Ciente desta necessidade está também Rosário Sobral, presidente da direção da Associação para o Desenvolvimento de Novas Iniciativas para a Vida (Advita), reconhecendo que a sociedade mudou muito e a vida das pessoas também. “Quem é que hoje se sente preparado para largar tudo e ficar a tomar conta dos mais velhos? Nem se pode exigir isso, muito menos que o façam sozinhas”, assume.
No seu entender, trata-se de toda uma mudança de paradigma. “Além disso, hoje as pessoas só podem recorrer aos hospitais em situação de doença aguda; quando lhes é dada alta deparam-se não com um problema de saúde, mas social.”
![Elsa Serra Cuidadores - Solidariedade41.jpg](https://images.trustinnews.pt/uploads/sites/5/2019/10/9939974Elsa-Serra-Cuidadores-Solidariedade41.jpg)
“Estamos rodeados de pessoas aprisionadas num corpo doente a precisar de cuidados”, sublinha Elsa Serra
DR
EM TODO O LADO
Há algumas dificuldades em avançar (“Vivemos num mundo em que as pessoas não querem pensar nisso, afinal não é um assunto sexy”, lamenta ainda Rosário Sobral), mas há pequenos-grandes passos já a ser dados. Desde logo com a assinatura de protocolos entre a Advita com a União das Misericórdias, na área da formação de cuidadores, e mais recentemente também com a Câmara Municipal de Lisboa, no âmbito do Plano de Desenvolvimento da Saúde e Qualidade de Vida. Quatro freguesias deverão avançar com projetos–piloto deste “Cuidar Melhor”, que conta ainda com o apoio da Escola Superior de Enfermagem. “Vamos começar em Alvalade, S. Domingos de Benfica, Ajuda e Alcântara, em articulação com os centros de saúde”, revela o vereador dos Direitos Sociais, João Afonso, “São as freguesias em que identificamos maiores problemas de envelhecimento, mas também as que apresentam alguma capacidade de resposta, para testar o projeto. Depois queremos chegar ao resto da cidade, a todo o lado onde haja gente a precisar de cuidados.” Esse é também o propósito que faz correr Elsa Serra, 48 anos, contadora de histórias e moradora no bairro da Mouraria, em Lisboa, empenhada em lançar o projeto Na Rua Com Histórias Uma Biblioteca Para Todos. Contar histórias aos mais novos é a sua forma de vida há 17 anos. Um dia, sofreu uma artrose na anca e percebeu como envelhecer se pode revelar uma fase da vida muito dolorosa.
Desde aí passou a reparar mais na vizinha que nunca sai de casa e também nos outros que só recebem a visita dos apoios domiciliários e fez-se luz.

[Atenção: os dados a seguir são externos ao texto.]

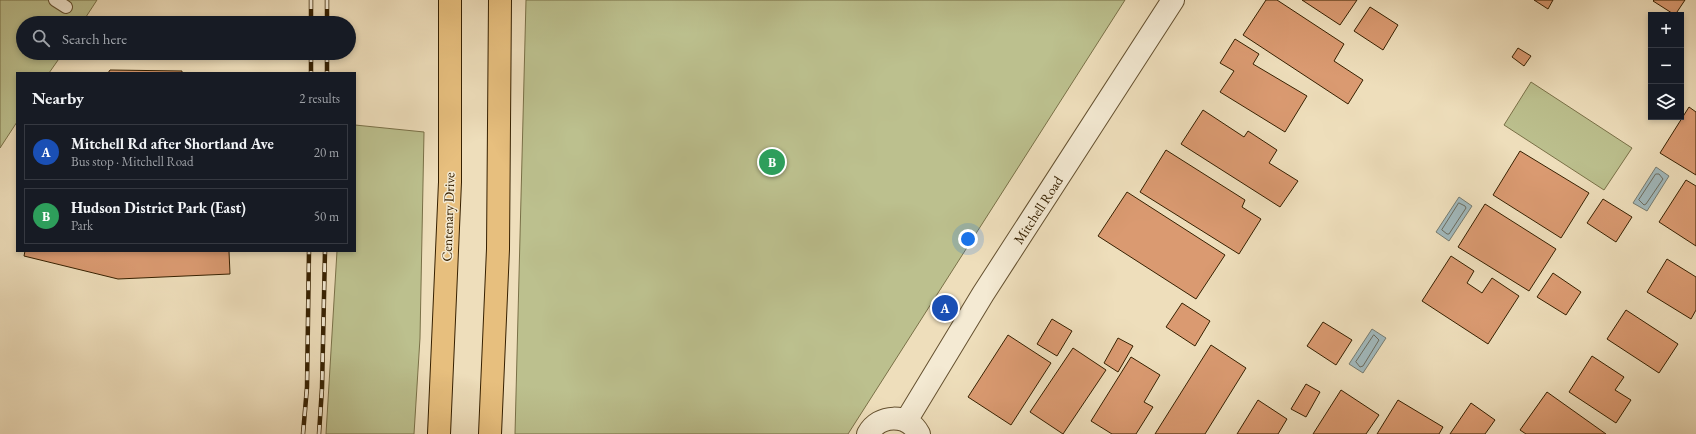 <!DOCTYPE html>
<meta charset="utf-8">
<style>
:root{--surface:#171b24;--page:#20242c;--text:#f1f3f6;--muted:#9ea1a6;--line:#363941;--accent:#c59692}
body{margin:0;font-family:"EB Garamond",serif;background:var(--page);color:var(--text)}
.controls{position:absolute;right:12px;top:12px;display:grid;overflow:hidden;border-radius:0px;box-shadow:0 2px 6px #0003}
.controls button{width:36px;height:36px;display:grid;place-items:center;padding:0;border:0;border-bottom:1px solid var(--line);background:var(--surface);color:var(--text);font:20px sans-serif}
.you{position:absolute;left:968px;top:239px;width:14px;height:14px;margin:-10px;border:3px solid #fff;border-radius:50%;background:#1a73e8;box-shadow:0 0 0 6px #1a73e833}
.badge{display:grid;place-items:center;width:26px;height:26px;border-radius:50%;background:var(--accent);color:#fff;font-size:13px;font-weight:700}
.pin{position:absolute;translate:-50% -50%;border:2px solid #fff;box-shadow:0 1px 4px #0006}
.list{margin:0;padding:0;list-style:none}
h2{display:flex;justify-content:space-between;align-items:center;height:52px;margin:0;padding:0 16px;font-size:17px}
h2 small{font-size:13px;font-weight:400;color:var(--muted)}
.list li{display:grid;grid-template-columns:26px 1fr auto;gap:12px;align-items:center;box-sizing:border-box;height:56px;margin:0 8px 8px;padding:0 8px;border:1px solid var(--line);border-radius:0px}
.list b{display:block;font-size:15px;white-space:nowrap}
.list p{margin:0;font-size:13px;white-space:nowrap;color:var(--muted)}
.list em{font-size:13px;font-style:normal;color:var(--muted)}
.icon{flex:none;width:22px;height:22px;fill:none;stroke:currentColor;stroke-width:2;stroke-linecap:round;stroke-linejoin:round}
.map{position:relative;flex:none;width:1696px;height:434px;overflow:hidden}
.search{position:absolute;background:var(--surface);box-shadow:0 2px 6px #0003;left:16px;top:16px;width:340px;height:44px;display:flex;align-items:center;gap:10px;box-sizing:border-box;padding:0 14px;border-radius:22px;color:var(--muted);font-size:15px}
.panel{position:absolute;background:var(--surface);box-shadow:0 2px 6px #0003;left:16px;top:72px;width:340px;height:180px;border-radius:0px}
.map>svg:first-child{display:block}
.green{fill:#bcc08e;stroke:#797047}
.water{fill:#a1b9bd;stroke:#767c71}
.lines{fill:none;stroke-linecap:round;stroke-linejoin:round}
.shore{stroke:#6c6c5e;stroke-width:1}
.building{fill:#da9a71;stroke:#362000}
.lane-casing{stroke:#64502f;stroke-width:14}
.street-casing{stroke:#64502f;stroke-width:24}
.highway-casing{stroke:#362000;stroke-width:24}
.lane{stroke:#f4ead3;stroke-width:12}
.street{stroke:#f4ead3;stroke-width:22}
.highway{stroke:#e7bf7e;stroke-width:22}
.rail-casing{stroke:#362000;stroke-width:4.5}
.rail{stroke:#f4ead3;stroke-width:3;stroke-dasharray:9;stroke-linecap:butt}
.labels{text-anchor:middle;stroke-width:3;stroke-linejoin:round;paint-order:stroke}
.street-label{font-size:14px;fill:#362000;stroke:#f4ead3}
</style>
<div class="map">
<svg width="1696" height="434" viewBox="0 0 1696 434">
<rect width="100%" height="100%" fill="#eedebb"/>
<filter id="stains"><feTurbulence type="fractalNoise" baseFrequency=".005" numOctaves="4"/><feColorMatrix values="0 0 0 0 .2 0 0 0 0 .09 0 0 0 0 .02 0 0 0 .5 -.17"/></filter>
<radialGradient id="worn" r=".72"><stop offset=".6" stop-color="#630" stop-opacity="0"/><stop offset="1" stop-color="#630" stop-opacity=".3"/></radialGradient>
<!-- green -->
<path class="green" d="M 0,0 L 97,0 L 82,23 L 23,23 L 23,53 L 63,53 L 49,73 L 17,73 L 17,122 L 0,148 Z
M 526,0 L 1125,0 L 848,434 L 515,434 Z
M 1531,82 L 1632,148 L 1604,190 L 1504,125 Z
M 355,125 L 424,132 L 420,338 L 414,434 L 326,434 L 337,251 L 355,251 Z"/>
<!-- water -->
<path class="water" d="M 1656,167 L 1669,176 L 1647,211 L 1633,203 Z
M 1459,197 L 1472,206 L 1449,241 L 1436,232 Z
M 1372,329 L 1386,338 L 1363,373 L 1349,364 Z"/>
<g class="lines">
<!-- shore -->
<path class="shore" d="M 1656,174 L 1659,174 L 1663,179 L 1646,204 L 1644,205 L 1639,200 Z
M 1459,203 L 1465,206 L 1466,208 L 1449,234 L 1447,234 L 1442,230 Z
M 1374,335 L 1379,340 L 1363,366 L 1360,367 L 1356,362 Z"/>
</g>
<!-- building -->
<path class="building" d="M 1266,0 L 1277,0 L 1344,44 L 1334,61 L 1363,80 L 1348,104 L 1243,35 Z
M 1302,0 L 1357,0 L 1340,25 Z
M 1534,0 L 1553,0 L 1548,9 Z
M 1654,0 L 1685,0 L 1675,15 L 1653,1 Z
M 1370,7 L 1398,25 L 1383,50 L 1354,31 Z
M 1235,39 L 1259,54 L 1253,64 L 1307,96 L 1285,132 L 1220,92 L 1234,71 L 1220,63 Z
M 1518,48 L 1531,56 L 1524,66 L 1512,57 Z
M 110,70 L 182,71 L 182,73 L 108,73 Z
M 1689,107 L 1696,112 L 1696,175 L 1660,153 Z
M 1203,110 L 1244,137 L 1248,131 L 1277,150 L 1269,163 L 1298,181 L 1280,207 L 1181,144 Z
M 1166,150 L 1245,200 L 1242,207 L 1261,219 L 1239,254 L 1140,192 Z
M 1520,151 L 1589,193 L 1561,238 L 1493,195 Z
M 1686,180 L 1696,186 L 1696,246 L 1659,222 Z
M 1127,192 L 1225,255 L 1196,299 L 1098,236 Z
M 1603,199 L 1632,217 L 1616,242 L 1587,223 Z
M 1485,204 L 1556,249 L 1529,291 L 1458,247 Z
M 25,251 L 229,251 L 230,274 L 118,279 L 24,256 Z
M 1451,256 L 1474,271 L 1467,283 L 1482,293 L 1492,278 L 1519,296 L 1488,344 L 1422,301 Z
M 1667,259 L 1696,277 L 1696,310 L 1691,319 L 1647,292 Z
M 1553,273 L 1581,292 L 1566,315 L 1537,297 Z
M 1182,303 L 1210,321 L 1195,346 L 1166,327 Z
M 1626,310 L 1678,344 L 1659,373 L 1607,339 Z
M 1052,319 L 1072,331 L 1057,356 L 1037,344 Z
M 1323,322 L 1352,340 L 1336,365 L 1307,346 Z
M 1008,335 L 1051,363 L 1011,425 L 968,397 Z
M 1118,338 L 1133,346 L 1118,372 L 1104,363 Z
M 1211,345 L 1246,368 L 1205,434 L 1155,434 Z
M 1073,348 L 1106,370 L 1063,434 L 1030,412 Z
M 1592,356 L 1624,377 L 1615,390 L 1631,400 L 1616,423 L 1569,392 Z
M 1131,357 L 1160,375 L 1144,402 L 1153,407 L 1136,434 L 1112,434 L 1091,421 Z
M 1306,384 L 1320,392 L 1306,417 L 1291,409 Z
M 1341,390 L 1379,415 L 1366,434 L 1313,434 Z
M 1547,392 L 1606,434 L 1526,434 L 1520,430 Z
M 1258,400 L 1287,419 L 1278,434 L 1237,434 Z
M 1398,400 L 1443,427 L 1439,434 L 1377,434 Z
M 1471,403 L 1495,420 L 1485,434 L 1450,434 Z"/>
<g class="lines">
<!-- lane casing -->
<g class="lane-casing">
<path id="lane" d="M 55,0 L 66,7"/>
</g>
<!-- street casing -->
<g class="street-casing">
<path id="street" d="M 906,421 L 983,294 L 1173,0
M 868,434 C 879,414 908,413 919,434"/>
</g>
<!-- highway casing -->
<g class="highway-casing">
<path id="highway" d="M 439,434 L 450,182 L 450,0
M 490,434 L 498,249 L 500,0"/>
</g>
<!-- lane -->
<use href="#lane" class="lane"/>
<!-- street -->
<use href="#street" class="street"/>
<!-- highway -->
<use href="#highway" class="highway"/>
<!-- rail casing -->
<g class="rail-casing">
<path id="rail" d="M 311,0 L 311,23
M 327,0 L 327,23
M 311,53 L 311,73
M 327,53 L 327,73
M 303,434 L 307,387 L 309,251
M 319,434 L 322,388 L 325,251"/>
</g>
<!-- rail -->
<use href="#rail" class="rail"/>
</g>
<g class="labels">
<!-- street labels -->
<g class="street-label">
<text transform="translate(1038 210) rotate(-57)" y="5">Mitchell Road</text>
<text transform="translate(448 217) rotate(-88)" y="5">Centenary Drive</text>
</g>
</g>
<rect width="100%" height="100%" filter="url(#stains)"/>
<rect width="100%" height="100%" fill="url(#worn)"/>
</svg>
<div class="controls">
<button>+</button>
<button>−</button>
<button><svg class="icon" aria-label="layers" viewBox="0 0 24 24"><path d="M12 4l9 5-9 5-9-5zM3 14l9 5 9-5"/></svg></button>
</div>
<div class="you"></div>
<div class="pin badge" style="left:945px;top:308px;background:#1a4fb4">A</div>
<div class="pin badge" style="left:772px;top:162px;background:#2e9e5b">B</div>
<div class="search"><svg class="icon" aria-label="search" viewBox="0 0 24 24"><circle cx="10" cy="10" r="6"/><path d="M15 15l6 6"/></svg>Search here</div>
<section class="panel">
<h2>Nearby<small>2 results</small></h2>
<ul class="list">
<li><span class="badge" style="background:#1a4fb4">A</span><div><b>Mitchell Rd after Shortland Ave</b><p>Bus stop · Mitchell Road</p></div><em>20 m</em></li>
<li><span class="badge" style="background:#2e9e5b">B</span><div><b>Hudson District Park (East)</b><p>Park</p></div><em>50 m</em></li>
</ul>
</section>
</div>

Como quem diz, decidiu sinalizar os idosos isolados lá do bairro e criar uma rede de visitas para lhes levar o jornal ou uma revista, ler e ouvir-lhes as suas histórias as alegrias, as tristeza, os desabafos. “São pessoas que vivem aprisionadas no seu corpo doente, em prédios sem elevador e com escadas demasiado íngremes para alguém se arriscar sozinho. E o cuidado emocional também faz falta.”
No país dos dependentes
1. Perto de cem mil portugueses sobrevivem com ajuda de outros e estes são, em 80% dos casos, cuidadores informais.
2. Portugal tem a maior taxa da Europa de cuidados domiciliários prestados por um residente na mesma habitação (12,4%)…
3. …e a menor taxa europeia de prestação de cuidados não domiciliários (10,8%).
4. A despesa pública, em percentagem do PIB, relativa aos cuidados continuados em Portugal, está abaixo da média dos países europeus.